To judge the performance of specific decks, we need a baseline for the format. The following table shows how the entire field performed at Pro Tour Ixalan. These baseline numbers allow us to see how individual decks performed at various data points. If a deck posts numbers above the baseline, it did better than average, while numbers below the baseline mean the deck performed worse than expected.

Deck Day One Players Day Two Players Conversation Rate 18+ Players 18+% 21+ Players 21+% 24+ Players 24+%
Baseline 455 287 63.1% 118 25.9% 60 13.2% 20 4.4%

Deck Day One Players Day One Meta% Day Two Players Conversation Rate 18+ Players 18+% 21+ Players 21+% 24+ Players 24+%
Temur / 4C Energy 196 43.2% 123 62.7% 50 25.5% 20 14.7% 10 6.1%

Temur / 4C Energy is the ultimate good news / bad news situation. Let's start with the bad news: Temur Energy made up 43.2% of the day-one metagame at Pro Tour Ixalan, which is off-the-charts high. If you look back at past decks, peak Collected Company in the month or two before rotation just barely touched 40%, and Aetherworks Marvel was in the low 40s when it was finally banned. So if you simply look at Temur Energy in terms of how many people are playing the deck, it's somewhere between incredibly dominant and ban-worthy. However, if you dig into the numbers, there is some good news.

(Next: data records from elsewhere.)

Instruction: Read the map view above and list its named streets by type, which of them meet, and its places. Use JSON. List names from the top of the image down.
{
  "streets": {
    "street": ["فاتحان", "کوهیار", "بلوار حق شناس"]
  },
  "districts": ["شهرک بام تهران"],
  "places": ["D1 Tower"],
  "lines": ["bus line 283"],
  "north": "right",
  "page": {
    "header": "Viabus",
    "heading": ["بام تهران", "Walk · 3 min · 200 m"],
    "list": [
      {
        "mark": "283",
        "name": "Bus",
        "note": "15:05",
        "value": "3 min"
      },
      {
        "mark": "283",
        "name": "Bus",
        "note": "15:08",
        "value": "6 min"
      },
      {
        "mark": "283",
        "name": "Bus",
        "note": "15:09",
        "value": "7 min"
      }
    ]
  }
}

Temur Energy has relatively average numbers at every data point. It was a touch below average at converting players from day one to day two and at giving players 18+ point finishes, while being a touch above at giving players high-end (21+ point) finishes. Overall, nothing good or bad jumps off the chart. Basically, Temur Energy performed almost exactly as expected at every point on the curve, culminating with putting three players into the Top 8.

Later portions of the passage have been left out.